Самые продвинутые пытаются оградить себя от агрессии манипуляторов, выключая телевизор и переставая читать «чужие» СМИ. И что? Доля «своих» источников информации резко растет, и человек вообще теряет связь с реальностью. И превращается либо в прокремлевского, либо в оппозиционного зомби, не воспринимающего позиции оппонентов. Осуждать врагов и клеймить отступников всегда легче, чем добиваться сближения позиций и создавать позитивную программу действий.
3.
Я знаю: признавать ошибки тяжело. Осуждение самого себя отнимает много сил. Человеку вообще свойственно искать легких путей. При этом забывать, что бесплатный сыр – только в мышеловке. Мы за обещаниями реформаторов иметь молочные реки, кисельные берега и колбасу для всех уже сходили, и подошли к финишу. Остановились и ужаснулись. Потому что, дойдя до конечной точки пути, начатого Ельциным, мы обнаружили… Да ничего мы не обнаружили! Пропасть, а в ней Путин «страну спасает». От пропасти, может, он и спас, но колбасу и кисель забрал себе. И просит остаться с нами на подольше, чтобы ещё и молоко допить, пока не скисло.
Поэтому я предлагаю сейчас, в точке, где мы в данный момент находимся, тихо, спокойно и без посыпания головы пеплом признать свою ошибку и пойти в направлении, где мы – вы, я, все кто, хочет работать – проложим широкие трассы к успеху и процветанию.
Каждый должен осознать
свою личную, персональную, одиночную ответственность.
Не Путин отвечает за Россию. За страну отвечает каждый из нас.
Нельзя бояться последствий. Нельзя бояться системы. Надо использовать все её рычаги и слабости, чтобы отстаивать то, во что веришь.
В детстве я получил важный урок. Мой другой дед, что по отцовской линии, был дипломатом. Его подход к жизни и работе сформировался в 1956м году в Венгрии. Начинающий сотрудник советского посольства (дед был железнодорожником, и по сталинскому призыву после войны попал в Высшую дипломатическую школу), он попал тогда в эпицентр начинавшегося восстания.
Оно стало результатом метаний Советского Союза, когда новое руководство в Москве решило отстранить от власти догматика Ракоши и заменить его лидером косыгинского типа Имре Надем, быстро набравшим популярность. А потом отыграло всё назад. Кремль вообще неуклюже вёл себя в Восточной Европе, считая её уже почти частью СССР, и полагаясь на грубую силу там, где нужно было проявлять гибкость. Это привело к проблемам в Югославии, Чехословакии, Польше, ГДР, а в конечном итоге – к распаду Варшавского договора и отказу от достижений, оплаченных кровью советских солдат во время Великой Отечественной войны.

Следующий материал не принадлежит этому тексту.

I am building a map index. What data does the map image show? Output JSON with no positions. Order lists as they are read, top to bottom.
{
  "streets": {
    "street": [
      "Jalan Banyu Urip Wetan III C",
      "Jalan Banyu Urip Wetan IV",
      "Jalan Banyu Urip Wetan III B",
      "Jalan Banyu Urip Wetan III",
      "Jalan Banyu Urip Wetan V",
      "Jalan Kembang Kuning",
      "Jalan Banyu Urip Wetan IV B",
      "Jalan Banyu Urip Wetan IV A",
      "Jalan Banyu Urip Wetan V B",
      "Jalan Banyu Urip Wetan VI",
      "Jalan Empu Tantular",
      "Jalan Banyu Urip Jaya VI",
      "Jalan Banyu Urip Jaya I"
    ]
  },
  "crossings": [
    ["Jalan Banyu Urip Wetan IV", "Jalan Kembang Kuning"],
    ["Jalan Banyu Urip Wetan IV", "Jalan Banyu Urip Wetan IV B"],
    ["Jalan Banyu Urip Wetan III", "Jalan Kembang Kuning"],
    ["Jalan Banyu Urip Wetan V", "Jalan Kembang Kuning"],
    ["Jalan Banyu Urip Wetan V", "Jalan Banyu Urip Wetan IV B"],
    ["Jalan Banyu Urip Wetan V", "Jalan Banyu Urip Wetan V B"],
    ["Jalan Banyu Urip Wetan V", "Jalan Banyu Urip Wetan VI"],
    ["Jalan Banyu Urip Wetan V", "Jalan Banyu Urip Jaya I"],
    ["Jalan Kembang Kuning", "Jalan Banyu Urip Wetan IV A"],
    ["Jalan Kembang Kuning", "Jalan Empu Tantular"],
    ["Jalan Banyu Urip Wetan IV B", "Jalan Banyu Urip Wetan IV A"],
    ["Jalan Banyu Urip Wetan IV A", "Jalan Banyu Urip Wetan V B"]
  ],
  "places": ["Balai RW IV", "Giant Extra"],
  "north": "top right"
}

Кстати, послом в Венгрии тогда был Юрий Андропов. Именно подавлению того восстания он обязан своей стремительной карьерой. Бок о бок с дедом работал третьим секретарем посольства некто Владимир Александрович Крючков. Он сделал из произошедшего свои выводы. Крючков последовал за Андроповым, стал последним председателем КГБ СССР, организовал собственное – неудачное – восстание в 1991м году, вошедшее в историю как августовский путч. Результатом стал окончательный распад Союза.
Тень советской политики в Восточной Европе витает над нашей страной до сих пор. Если кто забыл, Путина учили в другой восточноевропейской стране – ГДР. Страна была другая, а вот подходы те же. Такие же бунты, те же итоги. Закономерный крах и обнищание людей. Но Путин явно сделал иные выводы, чем мой дед, и пошёл на службу к Собчаку, а потом попробовал применить подходы Андропова, но уже в России.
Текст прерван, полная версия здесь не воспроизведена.